A moins que... L'énergie d'un esclave châtré ne devait pas être différente de celle d'un homme normal. Peut-être mon nouveau regard intérieur pourrait-il le percer à jour comme il l'avait fait avec la fille de cuisine et l'apprenti. Le souvenir de l'instant où j'avais observé la mousson lumineuse de leur union m'emplissait de honte, cependant je me concentrai afin de pénétrer dans le monde énergétique. J'eus de nouveau cette étrange sensation d'avancer, puis une lumière surgit, si éclatante que des larmes me montèrent aux yeux. Il m'était impossible de distinguer une énergie individuelle, je ne voyais qu'une masse indistincte, un bouillonnement de rouge, de jaune et de bleu. Puis, comme l'ombre tremblante d'un nuage, une autre présence. Une souffrance intense irradia alors mon bas-ventre, mille fois pire que mes douleurs chaque mois, comme si des pointes de fer déchiraient mes entrailles. Seul un pouvoir engendré par des esprits malfaisants était capable de provoquer un tel supplice. Mon regard intérieur se troubla. Je respirai en frissonnant tandis que la ruelle redevenait visible. La souffrance s'évanouit.

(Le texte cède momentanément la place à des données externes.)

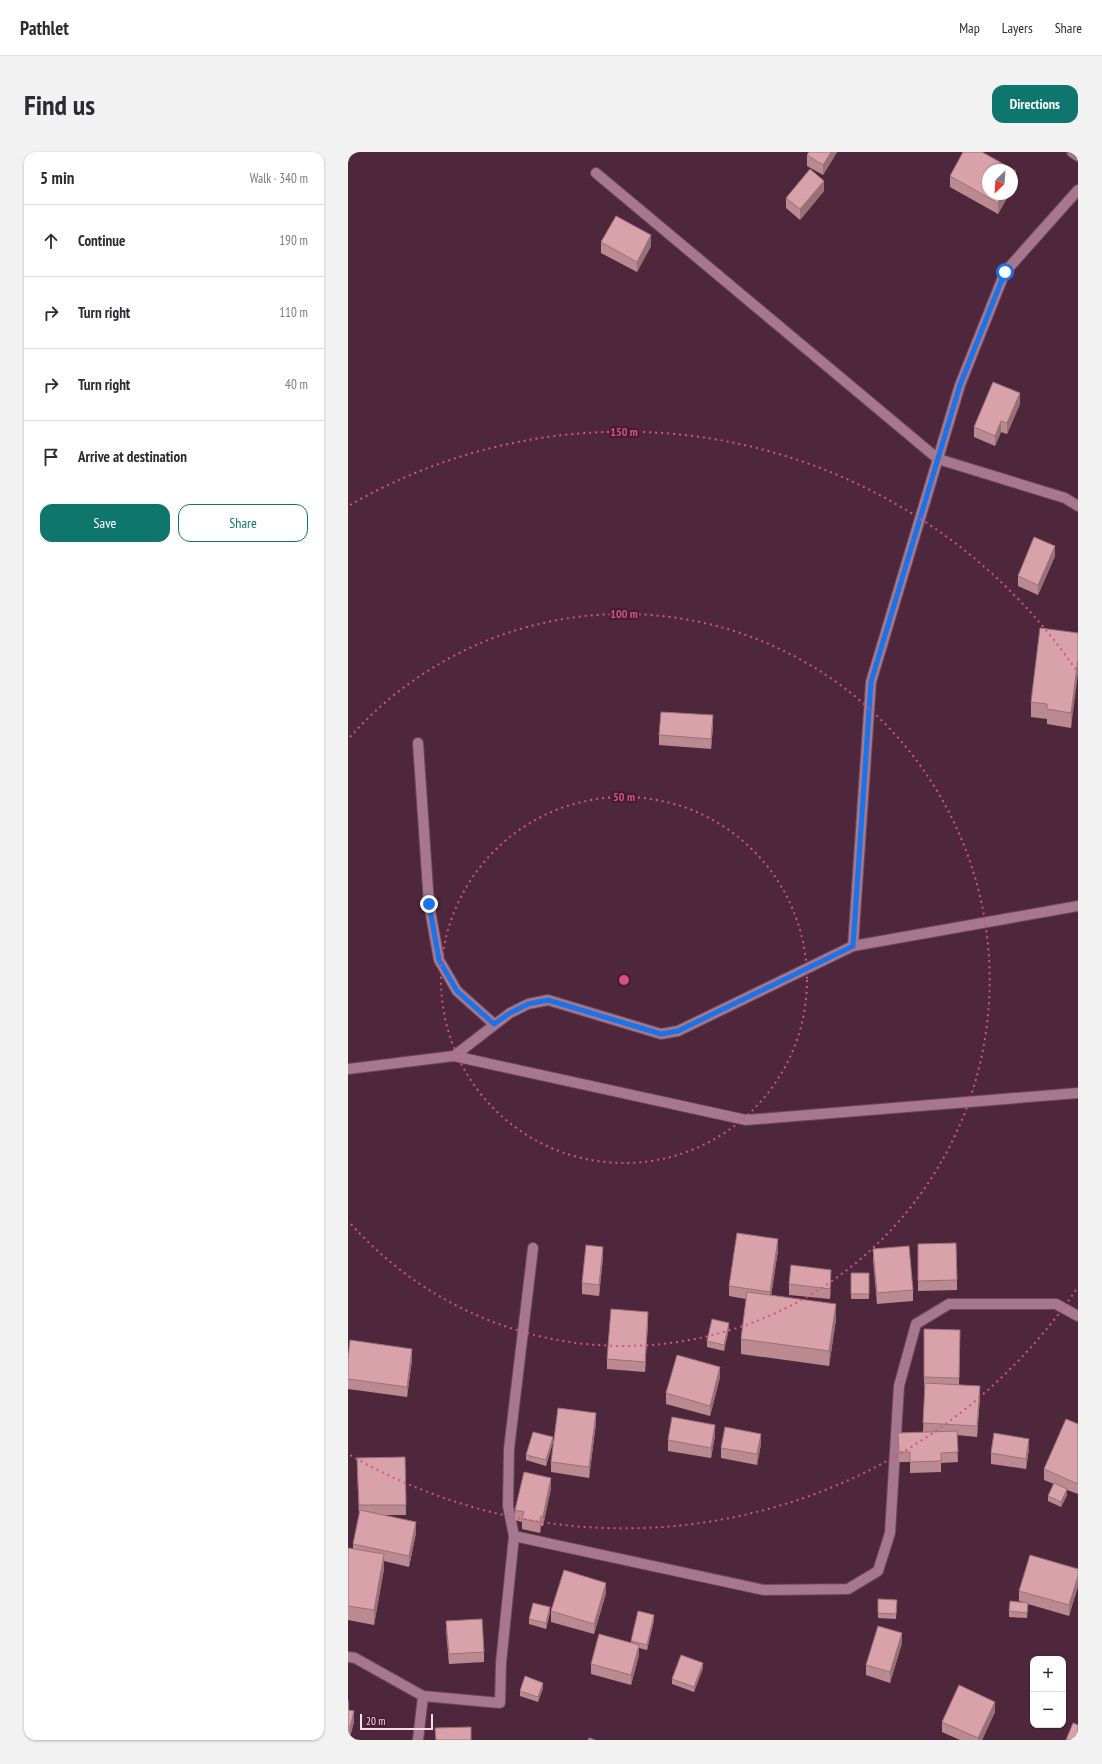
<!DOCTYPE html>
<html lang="en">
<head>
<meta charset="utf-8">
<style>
  body { margin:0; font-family:"PT Sans Narrow",sans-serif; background:#f2f2f3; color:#2b2b33 }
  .controls { position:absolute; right:12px; bottom:12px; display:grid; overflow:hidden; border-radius:8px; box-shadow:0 1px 3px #0004 }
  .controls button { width:36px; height:36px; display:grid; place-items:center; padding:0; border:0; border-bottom:1px solid #e1e1e2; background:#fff; color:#2b2b33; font:20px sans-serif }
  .compass { position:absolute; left:634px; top:12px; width:36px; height:36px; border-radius:50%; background:#fff; box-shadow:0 1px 3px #0004; rotate:205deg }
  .scale { position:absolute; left:12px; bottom:10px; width:73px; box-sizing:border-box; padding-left:4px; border:2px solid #f8dde9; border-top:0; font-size:11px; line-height:14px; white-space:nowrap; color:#f8dde9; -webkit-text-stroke:3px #441c31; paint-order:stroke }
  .stop { position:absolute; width:12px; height:12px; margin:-9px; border:3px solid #1a73e8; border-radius:50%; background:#fff }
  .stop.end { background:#1a73e8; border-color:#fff; box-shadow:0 1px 4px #0008 }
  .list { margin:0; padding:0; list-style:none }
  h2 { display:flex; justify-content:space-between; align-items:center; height:52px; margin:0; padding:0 16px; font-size:17px }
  h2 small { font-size:13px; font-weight:400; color:#7c7c81 }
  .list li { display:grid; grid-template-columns:26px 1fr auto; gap:12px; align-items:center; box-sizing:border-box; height:72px; padding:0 16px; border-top:1px solid #e1e1e2 }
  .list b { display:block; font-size:15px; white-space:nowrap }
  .list em { font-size:13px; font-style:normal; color:#7c7c81 }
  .actions { display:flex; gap:8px; padding:12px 16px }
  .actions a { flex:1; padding:9px 0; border:1px solid #0f766e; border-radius:12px; text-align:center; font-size:14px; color:#0f766e }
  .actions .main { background:#0f766e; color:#fff }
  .icon { flex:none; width:22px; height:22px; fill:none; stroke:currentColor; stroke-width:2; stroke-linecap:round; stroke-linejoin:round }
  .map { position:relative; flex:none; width:730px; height:1588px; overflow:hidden; border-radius:12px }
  header { display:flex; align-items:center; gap:24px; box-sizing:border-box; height:56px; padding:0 20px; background:#fff; border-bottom:1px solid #e1e1e2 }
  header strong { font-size:19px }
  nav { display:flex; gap:22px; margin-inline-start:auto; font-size:14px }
  .intro { display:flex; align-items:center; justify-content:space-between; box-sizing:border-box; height:96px; padding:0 24px }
  h1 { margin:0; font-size:28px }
  .button { padding:10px 18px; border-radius:12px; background:#0f766e; color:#fff; font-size:14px; font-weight:700 }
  main { display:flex; gap:24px; padding:0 24px }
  aside { flex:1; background:#fff; border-radius:12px; box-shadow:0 1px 3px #0004 }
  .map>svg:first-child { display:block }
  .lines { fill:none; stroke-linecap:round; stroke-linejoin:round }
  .minor-casing { stroke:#6a475a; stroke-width:12 }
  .minor { stroke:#a7778e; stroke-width:10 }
  .wall { fill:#bb8a91 }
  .shaded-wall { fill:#987176 }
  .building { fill:#d9a1a9; stroke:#987176 }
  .route { stroke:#1a73e8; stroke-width:5 }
  .ring { fill:none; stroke:#d25386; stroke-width:2; stroke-dasharray:2 4 }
  .centre { fill:#d25386; stroke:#441c31; stroke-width:2 }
  .ring-label { font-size:12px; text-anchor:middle; font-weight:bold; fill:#d25386; stroke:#441c31; stroke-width:4; stroke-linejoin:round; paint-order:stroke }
</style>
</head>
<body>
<header>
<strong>Pathlet</strong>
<nav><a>Map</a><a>Layers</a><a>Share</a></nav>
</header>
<div class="intro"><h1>Find us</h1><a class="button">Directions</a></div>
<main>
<aside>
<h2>5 min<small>Walk · 340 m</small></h2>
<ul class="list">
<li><svg class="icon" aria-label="ahead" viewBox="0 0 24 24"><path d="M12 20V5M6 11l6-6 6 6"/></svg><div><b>Continue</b></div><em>190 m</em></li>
<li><svg class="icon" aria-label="right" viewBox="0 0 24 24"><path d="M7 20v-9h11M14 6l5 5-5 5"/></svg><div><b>Turn right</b></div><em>110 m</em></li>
<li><svg class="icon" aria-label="right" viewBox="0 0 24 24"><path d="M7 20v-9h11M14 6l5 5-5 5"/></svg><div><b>Turn right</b></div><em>40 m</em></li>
<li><svg class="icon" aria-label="arrive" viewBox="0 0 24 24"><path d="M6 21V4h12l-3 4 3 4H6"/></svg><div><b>Arrive at destination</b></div></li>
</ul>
<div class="actions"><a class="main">Save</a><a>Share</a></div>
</aside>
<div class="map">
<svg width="730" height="1588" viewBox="0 0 730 1588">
  <rect width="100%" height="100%" fill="#4f273c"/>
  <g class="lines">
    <g class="minor-casing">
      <path id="minor" d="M 724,0 L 730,4
        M 248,21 L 590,307 L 717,346 L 730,354
        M 70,591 L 81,752 L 91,808 L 109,839 L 146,872
        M 505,794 L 523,530 L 612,233 L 657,120 L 730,38
        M 106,904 L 162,861 L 180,852 L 200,848 L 313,882 L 330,879 L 505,794 L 730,754
        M 0,917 L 106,904 L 398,968 L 730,941
        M 166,1384 L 416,1438 L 500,1437 L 530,1419 L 542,1381 L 551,1234 L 568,1172 L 601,1152 L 708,1152 L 730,1164
        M 0,1505 L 7,1506 L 75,1544 L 152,1551 L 153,1511 L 166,1384 L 160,1354 L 161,1297 L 185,1096
        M 70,1588 L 75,1544"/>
    </g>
    <use href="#minor" class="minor"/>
  </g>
  <path class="wall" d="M 461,0 L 489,0 L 475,23 L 459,14 L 459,3 Z
    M 602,24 L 668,30 L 650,62 L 602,35 Z
    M 476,39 L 452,68 L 438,56 L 438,46 Z
    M 253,90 L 303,94 L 289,120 L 253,101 Z
    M 672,252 L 659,282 L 653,280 L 647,294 L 626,285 L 626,275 Z
    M 707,404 L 690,443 L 670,434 L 670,424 Z
    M 730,481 L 723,576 L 699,572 L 699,567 L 683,565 L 683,550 Z
    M 365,574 L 363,597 L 311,593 L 311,583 Z
    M 570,1092 L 609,1128 L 609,1138 L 570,1139 Z
    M 525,1097 L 565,1138 L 565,1149 L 529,1152 L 525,1107 Z
    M 430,1098 L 423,1144 L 488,1167 L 481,1214 L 393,1202 L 393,1187 L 398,1147 L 381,1144 L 381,1134 Z
    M 255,1105 L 251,1144 L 234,1142 L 234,1131 Z
    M 503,1121 L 521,1121 L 521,1147 L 503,1147 Z
    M 483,1128 L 482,1147 L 441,1143 L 441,1132 Z
    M 300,1170 L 297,1220 L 259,1217 L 259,1207 Z
    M 381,1176 L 376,1199 L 359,1195 L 359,1189 Z
    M 576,1177 L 612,1178 L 611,1233 L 632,1244 L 629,1285 L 609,1283 L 610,1310 L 593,1311 L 593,1320 L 562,1321 L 562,1310 L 551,1310 L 550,1281 L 575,1280 L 577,1235 L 576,1235 Z
    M 0,1207 L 64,1208 L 59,1245 L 0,1237 Z
    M 372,1225 L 362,1264 L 318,1252 L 318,1241 Z
    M 248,1271 L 241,1326 L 203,1320 L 203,1310 Z
    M 730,1272 L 730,1342 L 719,1338 L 719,1343 L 713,1355 L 700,1349 L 700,1344 L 706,1332 L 696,1328 L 696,1317 Z
    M 367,1283 L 363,1306 L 320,1299 L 320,1288 Z
    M 205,1290 L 198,1314 L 178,1308 L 178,1303 Z
    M 413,1292 L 409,1313 L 373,1306 L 373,1296 Z
    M 681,1297 L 678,1317 L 643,1312 L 643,1301 Z
    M 57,1305 L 58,1363 L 36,1363 L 68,1381 L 61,1415 L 36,1409 L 36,1417 L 26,1473 L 0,1468 L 0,1396 L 5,1397 L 5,1392 L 11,1364 L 9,1317 Z
    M 203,1336 L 195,1374 L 193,1374 L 192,1381 L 174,1377 L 174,1370 L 167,1368 L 167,1358 Z
    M 730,1417 L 730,1434 L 721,1464 L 680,1452 L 679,1466 L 661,1465 L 661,1459 L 675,1450 L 671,1449 L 671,1439 Z
    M 258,1441 L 246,1482 L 203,1470 L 203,1459 Z
    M 530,1447 L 549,1448 L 548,1467 L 530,1466 Z
    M 202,1460 L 198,1477 L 181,1472 L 181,1467 Z
    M 306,1468 L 299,1498 L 291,1496 L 291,1503 L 283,1533 L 243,1522 L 243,1512 L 283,1491 L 283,1489 Z
    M 98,1469 L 136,1500 L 136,1510 L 101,1512 L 98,1479 Z
    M 554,1491 L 542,1531 L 518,1523 L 518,1513 Z
    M 355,1516 L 346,1540 L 324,1532 L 324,1527 Z
    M 195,1536 L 190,1550 L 172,1544 L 172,1539 Z
    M 0,1547 L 1,1558 L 6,1570 L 2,1585 L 0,1584 Z
    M 647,1560 L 634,1588 L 612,1588 L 594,1580 L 594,1570 Z"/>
  <path class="shaded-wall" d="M 483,0 L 489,0 L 475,23 L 475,13 Z
    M 668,19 L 668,30 L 664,37 L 664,27 Z
    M 476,29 L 476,39 L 452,68 L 452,57 Z
    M 655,42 L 661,42 L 650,62 L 650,51 Z
    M 303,83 L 303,94 L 289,120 L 289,110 Z
    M 672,241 L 672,252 L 659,282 L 659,271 Z
    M 653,269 L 653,280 L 647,294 L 647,284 Z
    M 707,394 L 707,404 L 690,443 L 690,433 Z
    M 730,507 L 730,522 L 723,576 L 723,561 Z
    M 365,563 L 365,574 L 363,597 L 363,587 Z
    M 430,1087 L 430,1098 L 422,1151 L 422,1140 Z
    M 255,1095 L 255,1105 L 251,1144 L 251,1133 Z
    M 483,1118 L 483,1128 L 482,1147 L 482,1137 Z
    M 488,1152 L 488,1167 L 481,1214 L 481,1199 Z
    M 300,1160 L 300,1170 L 297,1220 L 297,1210 Z
    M 381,1171 L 381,1176 L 376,1199 L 376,1193 Z
    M 64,1197 L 64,1208 L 59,1245 L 59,1235 Z
    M 372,1215 L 372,1225 L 362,1264 L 362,1254 Z
    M 632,1234 L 632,1244 L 629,1285 L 629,1274 Z
    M 248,1261 L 248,1271 L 241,1326 L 241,1315 Z
    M 367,1273 L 367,1283 L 363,1306 L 363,1296 Z
    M 413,1282 L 413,1292 L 409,1313 L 409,1302 Z
    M 205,1285 L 205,1290 L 198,1314 L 198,1308 Z
    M 681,1287 L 681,1297 L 678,1317 L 678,1307 Z
    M 203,1326 L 203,1336 L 195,1374 L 195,1364 Z
    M 719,1337 L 719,1343 L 713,1355 L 713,1350 Z
    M 193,1364 L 193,1374 L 192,1381 L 192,1370 Z
    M 68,1370 L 68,1381 L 61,1415 L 61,1404 Z
    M 36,1402 L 36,1417 L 26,1473 L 26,1458 Z
    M 730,1424 L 730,1434 L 721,1464 L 721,1453 Z
    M 258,1431 L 258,1441 L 246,1482 L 246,1472 Z
    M 202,1455 L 202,1460 L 198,1477 L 198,1471 Z
    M 306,1463 L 306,1468 L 299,1498 L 299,1493 Z
    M 554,1481 L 554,1491 L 542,1531 L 542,1520 Z
    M 291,1493 L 291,1503 L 283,1533 L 283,1523 Z
    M 355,1511 L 355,1516 L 346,1540 L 346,1535 Z
    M 195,1531 L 195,1536 L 190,1550 L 190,1545 Z
    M 1,1547 L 1,1558 L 0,1562 L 0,1552 Z
    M 647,1550 L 647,1560 L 634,1588 L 630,1588 L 630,1586 Z
    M 6,1559 L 6,1570 L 2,1585 L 2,1575 Z"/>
  <path class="building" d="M 461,0 L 483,0 L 475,13 L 459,3 Z
    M 615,0 L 634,0 L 668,19 L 664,27 L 664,18 L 640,18 L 640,42 L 655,42 L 650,51 L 602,24 Z
    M 462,17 L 476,29 L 452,57 L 438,46 Z
    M 268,64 L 303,83 L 289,110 L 253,90 Z
    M 645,230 L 672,241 L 659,271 L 653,269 L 647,284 L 626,275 Z
    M 686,385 L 707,394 L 690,433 L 670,424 Z
    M 692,476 L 730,481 L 730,507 L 723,561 L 699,557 L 699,552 L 683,550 Z
    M 313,560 L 365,563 L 363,587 L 311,583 Z
    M 389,1081 L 430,1087 L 422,1140 L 381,1134 Z
    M 608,1091 L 609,1128 L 570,1129 L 570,1092 Z
    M 238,1093 L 255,1095 L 251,1133 L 234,1131 Z
    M 561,1094 L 565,1138 L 529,1141 L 525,1097 Z
    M 443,1113 L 483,1118 L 482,1137 L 441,1132 Z
    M 503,1121 L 521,1121 L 521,1142 L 503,1142 Z
    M 399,1140 L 488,1152 L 481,1199 L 393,1187 Z
    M 263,1157 L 300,1160 L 297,1210 L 259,1207 Z
    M 364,1167 L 381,1171 L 376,1193 L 359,1189 Z
    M 576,1177 L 612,1178 L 611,1226 L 576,1225 Z
    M 2,1188 L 64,1197 L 59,1235 L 0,1227 L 0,1207 Z
    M 329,1203 L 372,1215 L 362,1254 L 318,1241 Z
    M 577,1231 L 632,1234 L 629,1274 L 575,1271 Z
    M 210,1256 L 248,1261 L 241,1315 L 203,1310 Z
    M 324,1265 L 367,1273 L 363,1296 L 320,1288 Z
    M 718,1267 L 730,1272 L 730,1332 L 696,1317 Z
    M 377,1275 L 413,1282 L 409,1302 L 373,1296 Z
    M 609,1279 L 610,1300 L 593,1301 L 593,1309 L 562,1310 L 562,1300 L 551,1300 L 550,1281 Z
    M 185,1280 L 205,1285 L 198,1308 L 178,1303 Z
    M 646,1281 L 681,1287 L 678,1307 L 643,1301 Z
    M 57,1305 L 58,1353 L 11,1353 L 9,1306 Z
    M 176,1320 L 203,1326 L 195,1364 L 193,1364 L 192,1370 L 174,1367 L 176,1360 L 167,1358 Z
    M 706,1331 L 719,1337 L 713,1350 L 700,1344 Z
    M 12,1358 L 68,1370 L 61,1404 L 5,1392 Z
    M 0,1396 L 36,1402 L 26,1458 L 0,1454 Z
    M 682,1403 L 730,1417 L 730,1424 L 721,1453 L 671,1439 Z
    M 216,1418 L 258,1431 L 246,1472 L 203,1459 Z
    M 530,1447 L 549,1448 L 548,1462 L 530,1461 Z
    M 662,1449 L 680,1451 L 679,1461 L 661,1459 Z
    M 185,1451 L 202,1455 L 198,1471 L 181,1467 Z
    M 290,1459 L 306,1463 L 299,1493 L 283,1489 Z
    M 134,1467 L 136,1500 L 101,1502 L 98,1469 Z
    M 530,1474 L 554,1481 L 542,1520 L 518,1513 Z
    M 251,1482 L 291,1493 L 283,1523 L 243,1512 Z
    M 333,1503 L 355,1511 L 346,1535 L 324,1527 Z
    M 177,1524 L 195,1531 L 190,1545 L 172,1539 Z
    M 611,1533 L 647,1550 L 630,1586 L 594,1570 Z
    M 0,1558 L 6,1559 L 2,1575 L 0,1574 Z
    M 725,1571 L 730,1573 L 730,1588 L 718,1588 Z
    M 123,1575 L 123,1588 L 88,1588 L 87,1576 Z
    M 241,1586 L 247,1588 L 240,1588 Z"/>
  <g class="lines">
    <path class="route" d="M 81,752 L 91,808 L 109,839 L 146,872 L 162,861 L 180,852 L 200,848 L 313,882 L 330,879 L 505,794 L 523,530 L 612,233 L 657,120"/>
  </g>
  <g class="ring">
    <circle cx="276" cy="828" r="183"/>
    <path d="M2 585A366 366 0 1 1 2 1071"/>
    <path d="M728 1138A548 548 0 0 1 2 1303M2 353A548 548 0 0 1 728 518"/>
  </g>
  <circle cx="276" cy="828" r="6" class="centre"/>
  <g class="ring-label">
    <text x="276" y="284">150 m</text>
    <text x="276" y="466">100 m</text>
    <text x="276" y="649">50 m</text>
  </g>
</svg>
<div class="controls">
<button>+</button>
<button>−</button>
</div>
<svg class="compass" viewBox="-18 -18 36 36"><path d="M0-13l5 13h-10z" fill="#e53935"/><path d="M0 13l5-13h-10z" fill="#7c7c81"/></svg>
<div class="scale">20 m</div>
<div class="stop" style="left:657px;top:120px"></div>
<div class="stop end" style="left:81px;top:752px"></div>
</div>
</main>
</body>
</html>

Plus jamais je ne m'immiscerais dans des énergies aussi violentes.

A côté de moi, j'entendis la voix de maître Tozay :

— Je pêche au large de Kan Po. J'ai engagé plusieurs gars de ton île comme matelots sur mes bateaux. Avant l'expédition punitive, évidemment. C'étaient tous de bons travailleurs.

L'insulaire hocha la tête d'un air méfiant.

— Les îles sont calmes, maintenant, continua Tozay avec douceur. Les soldats ne sont plus aussi nombreux à Ryoka. Certains des disparus retournent chez eux.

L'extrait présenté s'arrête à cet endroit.